• Work order: The response must reproduce exactly every line of the material below holding the word "lane".

┄┄┄┄┄┄┄┄┄┄┄┄┄┄┄┄┄┄┄┄

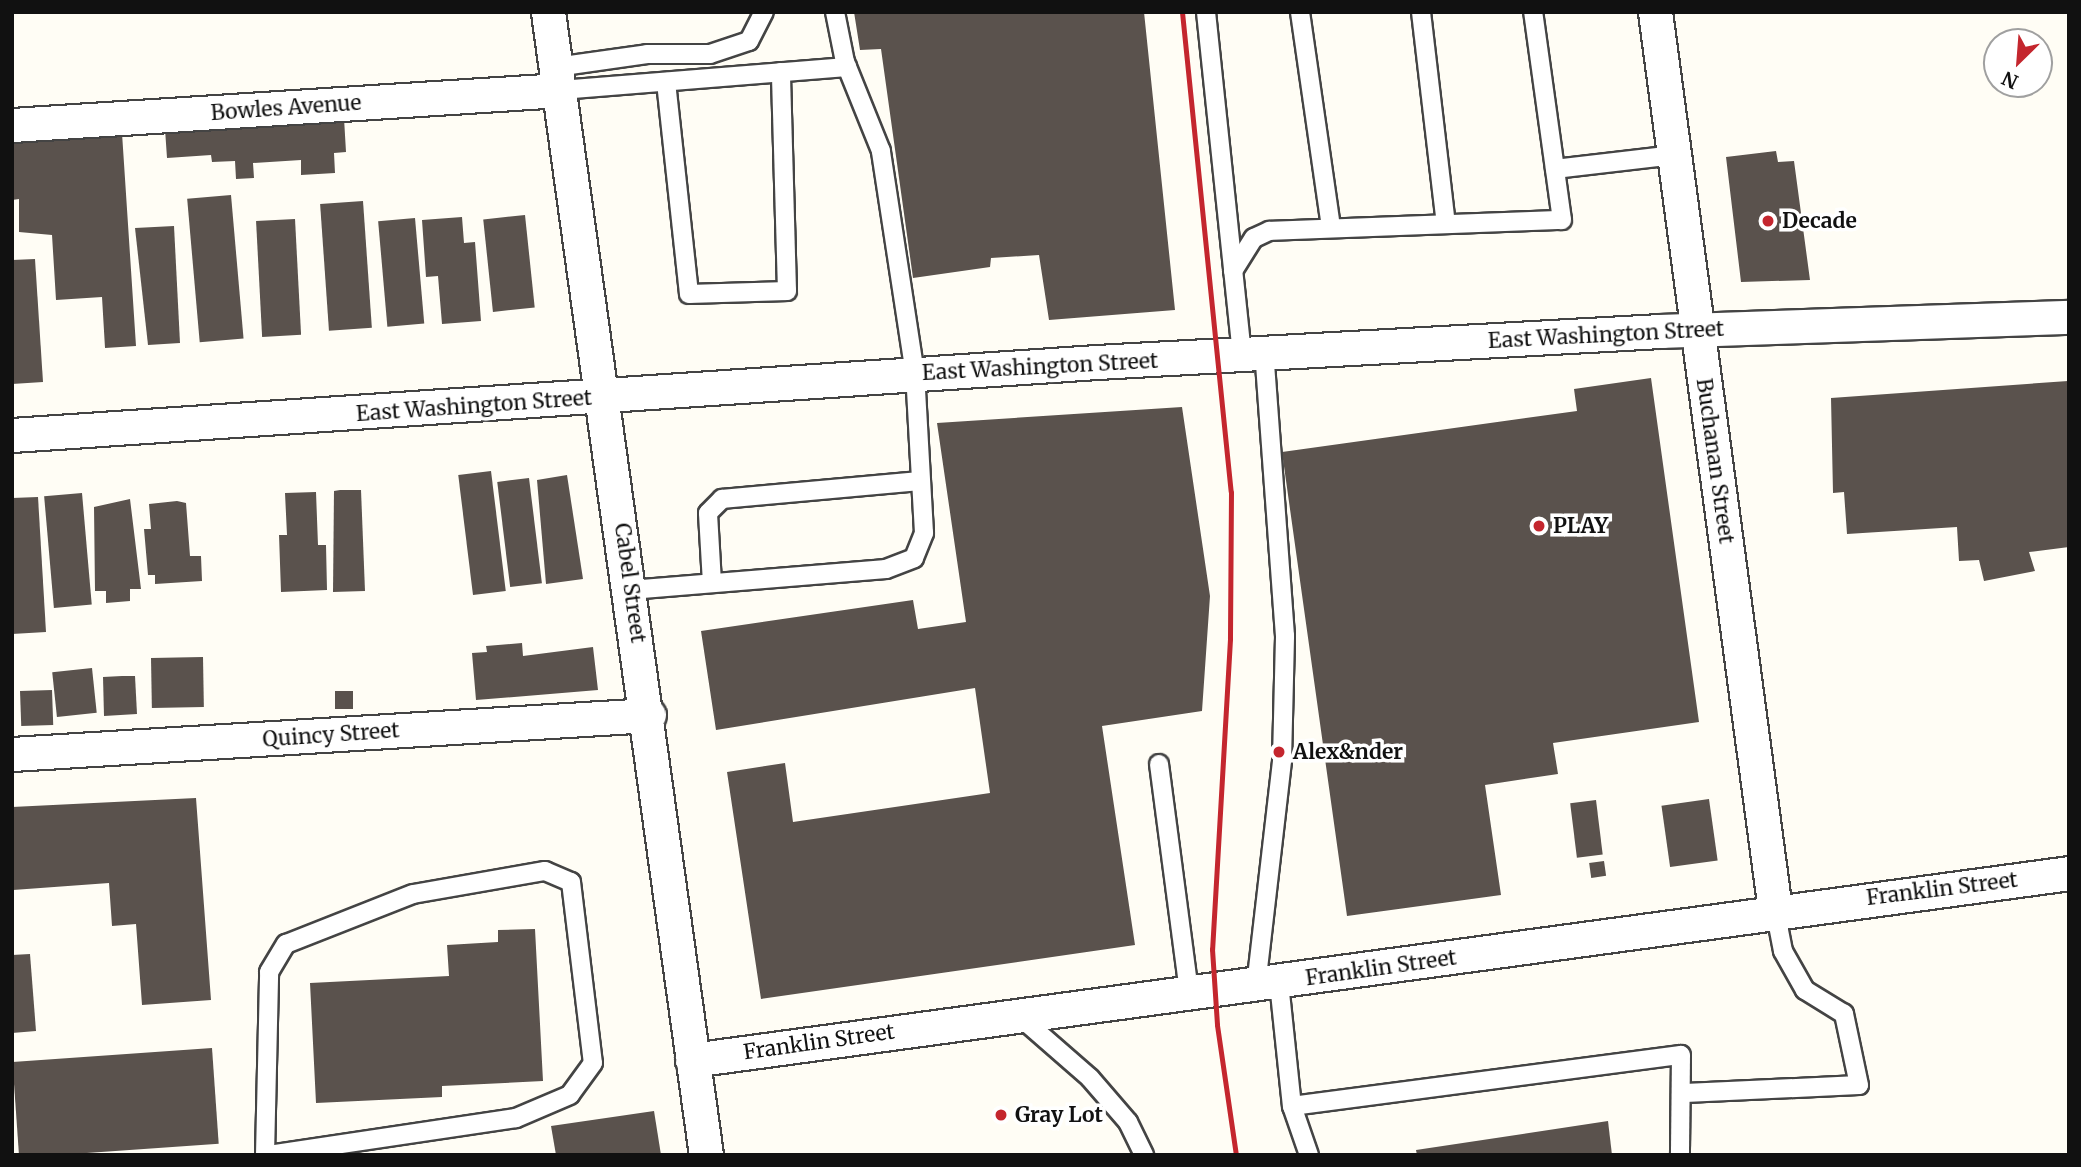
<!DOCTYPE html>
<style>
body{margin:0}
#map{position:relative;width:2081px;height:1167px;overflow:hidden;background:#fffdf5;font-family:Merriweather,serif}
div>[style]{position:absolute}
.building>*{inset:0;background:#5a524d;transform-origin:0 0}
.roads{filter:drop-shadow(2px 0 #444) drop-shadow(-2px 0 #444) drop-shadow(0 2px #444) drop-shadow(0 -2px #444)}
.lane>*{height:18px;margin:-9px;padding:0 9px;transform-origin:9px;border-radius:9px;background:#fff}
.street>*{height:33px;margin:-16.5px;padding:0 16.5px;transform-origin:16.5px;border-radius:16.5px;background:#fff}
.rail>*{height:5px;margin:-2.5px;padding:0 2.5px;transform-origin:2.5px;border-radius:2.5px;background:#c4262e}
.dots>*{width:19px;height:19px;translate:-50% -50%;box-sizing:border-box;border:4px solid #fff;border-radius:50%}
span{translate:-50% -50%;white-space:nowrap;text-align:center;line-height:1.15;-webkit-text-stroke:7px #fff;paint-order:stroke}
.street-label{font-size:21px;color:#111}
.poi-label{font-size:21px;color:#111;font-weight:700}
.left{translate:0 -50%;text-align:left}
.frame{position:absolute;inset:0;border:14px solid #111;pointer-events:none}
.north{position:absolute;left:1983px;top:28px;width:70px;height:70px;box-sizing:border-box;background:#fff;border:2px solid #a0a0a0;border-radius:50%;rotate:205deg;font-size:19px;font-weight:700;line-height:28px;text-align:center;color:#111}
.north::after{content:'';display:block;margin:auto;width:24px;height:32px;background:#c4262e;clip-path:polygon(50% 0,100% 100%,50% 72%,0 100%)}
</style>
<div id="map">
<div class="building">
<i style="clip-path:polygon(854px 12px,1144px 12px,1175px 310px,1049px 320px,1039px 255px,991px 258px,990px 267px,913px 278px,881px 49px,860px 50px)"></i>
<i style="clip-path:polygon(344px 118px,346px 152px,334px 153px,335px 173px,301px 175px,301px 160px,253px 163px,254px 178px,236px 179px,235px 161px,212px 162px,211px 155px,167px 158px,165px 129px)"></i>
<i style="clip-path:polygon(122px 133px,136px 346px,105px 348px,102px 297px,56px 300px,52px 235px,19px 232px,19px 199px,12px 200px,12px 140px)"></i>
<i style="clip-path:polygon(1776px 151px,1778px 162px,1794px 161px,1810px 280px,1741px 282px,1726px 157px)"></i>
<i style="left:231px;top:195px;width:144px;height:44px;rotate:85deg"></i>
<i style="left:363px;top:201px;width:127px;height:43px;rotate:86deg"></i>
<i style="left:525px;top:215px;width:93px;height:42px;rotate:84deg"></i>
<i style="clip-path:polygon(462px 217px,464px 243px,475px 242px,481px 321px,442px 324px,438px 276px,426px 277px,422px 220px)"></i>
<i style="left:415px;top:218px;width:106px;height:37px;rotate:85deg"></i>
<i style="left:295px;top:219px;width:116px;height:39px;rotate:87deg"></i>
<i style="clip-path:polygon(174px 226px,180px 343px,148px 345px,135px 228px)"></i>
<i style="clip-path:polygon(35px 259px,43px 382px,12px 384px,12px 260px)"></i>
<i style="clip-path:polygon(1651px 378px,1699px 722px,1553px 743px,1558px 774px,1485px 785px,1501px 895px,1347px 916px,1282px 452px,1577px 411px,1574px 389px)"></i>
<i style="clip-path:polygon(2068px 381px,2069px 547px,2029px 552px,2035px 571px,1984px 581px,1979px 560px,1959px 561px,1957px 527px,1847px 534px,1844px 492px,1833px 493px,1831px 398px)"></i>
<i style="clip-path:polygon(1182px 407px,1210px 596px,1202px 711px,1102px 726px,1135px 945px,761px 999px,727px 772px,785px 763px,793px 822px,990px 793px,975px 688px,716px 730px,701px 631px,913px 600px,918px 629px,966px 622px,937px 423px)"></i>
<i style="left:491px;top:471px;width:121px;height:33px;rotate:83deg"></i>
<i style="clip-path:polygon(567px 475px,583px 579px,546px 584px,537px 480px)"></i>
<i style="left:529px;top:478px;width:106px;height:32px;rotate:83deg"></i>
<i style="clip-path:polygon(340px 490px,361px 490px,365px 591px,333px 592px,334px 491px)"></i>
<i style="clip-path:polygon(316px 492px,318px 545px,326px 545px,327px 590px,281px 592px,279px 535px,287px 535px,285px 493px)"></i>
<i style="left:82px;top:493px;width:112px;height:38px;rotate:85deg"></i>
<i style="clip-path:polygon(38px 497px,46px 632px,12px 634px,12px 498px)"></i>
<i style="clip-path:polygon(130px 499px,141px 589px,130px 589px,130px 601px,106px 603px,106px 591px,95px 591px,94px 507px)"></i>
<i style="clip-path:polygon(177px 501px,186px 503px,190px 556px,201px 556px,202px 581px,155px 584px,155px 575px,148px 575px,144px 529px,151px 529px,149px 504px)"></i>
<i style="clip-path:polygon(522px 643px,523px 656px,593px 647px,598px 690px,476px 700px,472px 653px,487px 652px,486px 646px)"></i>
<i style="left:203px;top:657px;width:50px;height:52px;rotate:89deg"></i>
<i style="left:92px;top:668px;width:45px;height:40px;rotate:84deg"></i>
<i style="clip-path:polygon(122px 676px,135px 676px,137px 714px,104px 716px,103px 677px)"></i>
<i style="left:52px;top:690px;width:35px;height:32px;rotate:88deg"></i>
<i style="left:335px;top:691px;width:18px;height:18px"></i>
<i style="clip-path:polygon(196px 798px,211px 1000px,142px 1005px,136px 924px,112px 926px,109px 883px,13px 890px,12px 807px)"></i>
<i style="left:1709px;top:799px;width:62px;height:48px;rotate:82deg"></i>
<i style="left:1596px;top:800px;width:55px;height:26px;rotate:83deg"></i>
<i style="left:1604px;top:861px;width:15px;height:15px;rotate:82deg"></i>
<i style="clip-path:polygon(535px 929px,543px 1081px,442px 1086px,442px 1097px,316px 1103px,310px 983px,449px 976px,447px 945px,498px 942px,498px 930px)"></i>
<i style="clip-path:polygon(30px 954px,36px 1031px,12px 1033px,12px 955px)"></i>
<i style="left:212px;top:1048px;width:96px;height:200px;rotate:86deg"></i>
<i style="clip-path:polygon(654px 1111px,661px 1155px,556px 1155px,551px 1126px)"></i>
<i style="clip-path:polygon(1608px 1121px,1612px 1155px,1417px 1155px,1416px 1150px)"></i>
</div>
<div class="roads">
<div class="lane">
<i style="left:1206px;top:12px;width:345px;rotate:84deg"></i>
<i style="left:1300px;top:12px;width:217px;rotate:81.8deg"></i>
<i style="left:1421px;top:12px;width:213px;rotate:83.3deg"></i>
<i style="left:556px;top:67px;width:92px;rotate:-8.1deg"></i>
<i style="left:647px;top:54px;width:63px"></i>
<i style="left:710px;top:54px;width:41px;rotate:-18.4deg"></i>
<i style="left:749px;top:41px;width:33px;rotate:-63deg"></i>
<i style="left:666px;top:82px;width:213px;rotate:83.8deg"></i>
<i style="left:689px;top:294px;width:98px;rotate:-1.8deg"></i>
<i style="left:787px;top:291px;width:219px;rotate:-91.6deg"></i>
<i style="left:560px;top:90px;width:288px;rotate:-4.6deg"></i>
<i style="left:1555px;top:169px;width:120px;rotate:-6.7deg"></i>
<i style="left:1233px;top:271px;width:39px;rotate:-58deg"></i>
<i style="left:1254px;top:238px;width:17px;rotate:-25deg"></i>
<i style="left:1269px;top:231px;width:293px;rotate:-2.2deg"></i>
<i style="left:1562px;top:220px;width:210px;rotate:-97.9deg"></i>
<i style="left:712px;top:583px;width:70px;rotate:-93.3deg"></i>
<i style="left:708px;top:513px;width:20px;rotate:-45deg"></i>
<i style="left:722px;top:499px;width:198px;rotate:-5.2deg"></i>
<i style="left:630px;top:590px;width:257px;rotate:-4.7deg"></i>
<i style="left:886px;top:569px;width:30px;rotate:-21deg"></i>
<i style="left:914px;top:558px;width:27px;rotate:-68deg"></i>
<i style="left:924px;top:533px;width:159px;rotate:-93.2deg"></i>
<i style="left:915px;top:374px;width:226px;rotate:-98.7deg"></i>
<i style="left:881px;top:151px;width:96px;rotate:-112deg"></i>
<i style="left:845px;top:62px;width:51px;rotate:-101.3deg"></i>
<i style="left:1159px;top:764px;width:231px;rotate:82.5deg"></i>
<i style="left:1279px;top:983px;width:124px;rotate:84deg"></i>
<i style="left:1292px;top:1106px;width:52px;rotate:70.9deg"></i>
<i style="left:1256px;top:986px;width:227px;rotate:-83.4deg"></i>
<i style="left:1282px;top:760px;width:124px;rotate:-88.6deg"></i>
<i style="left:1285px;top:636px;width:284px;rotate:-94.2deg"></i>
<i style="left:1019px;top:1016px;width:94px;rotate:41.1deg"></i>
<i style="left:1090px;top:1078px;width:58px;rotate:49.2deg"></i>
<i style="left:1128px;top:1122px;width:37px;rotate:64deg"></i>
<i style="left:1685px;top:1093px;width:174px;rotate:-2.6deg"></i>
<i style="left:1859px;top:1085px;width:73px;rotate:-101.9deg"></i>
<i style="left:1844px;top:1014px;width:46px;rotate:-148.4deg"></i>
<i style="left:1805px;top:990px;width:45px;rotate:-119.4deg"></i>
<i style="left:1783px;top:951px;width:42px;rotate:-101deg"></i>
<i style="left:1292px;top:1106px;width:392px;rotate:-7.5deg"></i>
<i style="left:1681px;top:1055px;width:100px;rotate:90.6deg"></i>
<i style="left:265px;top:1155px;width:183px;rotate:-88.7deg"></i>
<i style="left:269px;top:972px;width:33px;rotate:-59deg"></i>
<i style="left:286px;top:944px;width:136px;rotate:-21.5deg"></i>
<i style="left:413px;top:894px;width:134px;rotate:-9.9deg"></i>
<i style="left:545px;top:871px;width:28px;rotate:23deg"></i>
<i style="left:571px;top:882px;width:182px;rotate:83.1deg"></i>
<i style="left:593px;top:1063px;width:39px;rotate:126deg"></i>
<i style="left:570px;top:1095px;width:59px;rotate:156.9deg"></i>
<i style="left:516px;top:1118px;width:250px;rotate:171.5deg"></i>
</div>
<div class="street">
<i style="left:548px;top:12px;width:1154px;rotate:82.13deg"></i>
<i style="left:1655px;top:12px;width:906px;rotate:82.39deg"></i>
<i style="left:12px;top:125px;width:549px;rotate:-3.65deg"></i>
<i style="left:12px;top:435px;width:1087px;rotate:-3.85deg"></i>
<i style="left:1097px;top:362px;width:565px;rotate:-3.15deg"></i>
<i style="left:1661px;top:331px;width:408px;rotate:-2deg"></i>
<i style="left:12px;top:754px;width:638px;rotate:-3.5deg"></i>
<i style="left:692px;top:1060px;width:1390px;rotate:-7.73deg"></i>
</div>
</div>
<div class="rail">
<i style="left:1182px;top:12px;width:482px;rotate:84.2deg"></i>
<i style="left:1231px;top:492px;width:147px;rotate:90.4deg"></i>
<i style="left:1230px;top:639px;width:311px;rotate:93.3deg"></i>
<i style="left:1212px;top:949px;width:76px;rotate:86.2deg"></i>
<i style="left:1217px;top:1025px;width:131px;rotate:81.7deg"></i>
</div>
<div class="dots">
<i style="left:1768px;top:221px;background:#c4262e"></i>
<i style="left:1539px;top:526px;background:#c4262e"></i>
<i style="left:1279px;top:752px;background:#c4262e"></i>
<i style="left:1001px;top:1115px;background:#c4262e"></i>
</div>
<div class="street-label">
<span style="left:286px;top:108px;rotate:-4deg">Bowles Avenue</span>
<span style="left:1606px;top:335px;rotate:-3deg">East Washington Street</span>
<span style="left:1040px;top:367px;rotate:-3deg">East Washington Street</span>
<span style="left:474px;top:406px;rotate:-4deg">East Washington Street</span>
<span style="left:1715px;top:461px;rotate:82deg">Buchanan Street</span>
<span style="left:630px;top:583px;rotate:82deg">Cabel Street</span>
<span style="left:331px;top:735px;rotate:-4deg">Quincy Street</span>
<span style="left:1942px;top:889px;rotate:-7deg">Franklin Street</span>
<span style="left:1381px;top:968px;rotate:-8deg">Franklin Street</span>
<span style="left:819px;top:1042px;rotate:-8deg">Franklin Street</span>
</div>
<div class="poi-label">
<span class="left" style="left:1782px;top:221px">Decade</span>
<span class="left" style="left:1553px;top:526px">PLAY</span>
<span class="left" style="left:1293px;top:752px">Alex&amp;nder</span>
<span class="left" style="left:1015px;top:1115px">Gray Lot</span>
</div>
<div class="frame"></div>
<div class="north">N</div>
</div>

┄┄┄┄┄┄┄┄┄┄┄┄┄┄┄┄┄┄┄┄

• Reply to the task:
.lane>*{height:18px;margin:-9px;padding:0 9px;transform-origin:9px;border-radius:9px;background:#fff}
<div class="lane">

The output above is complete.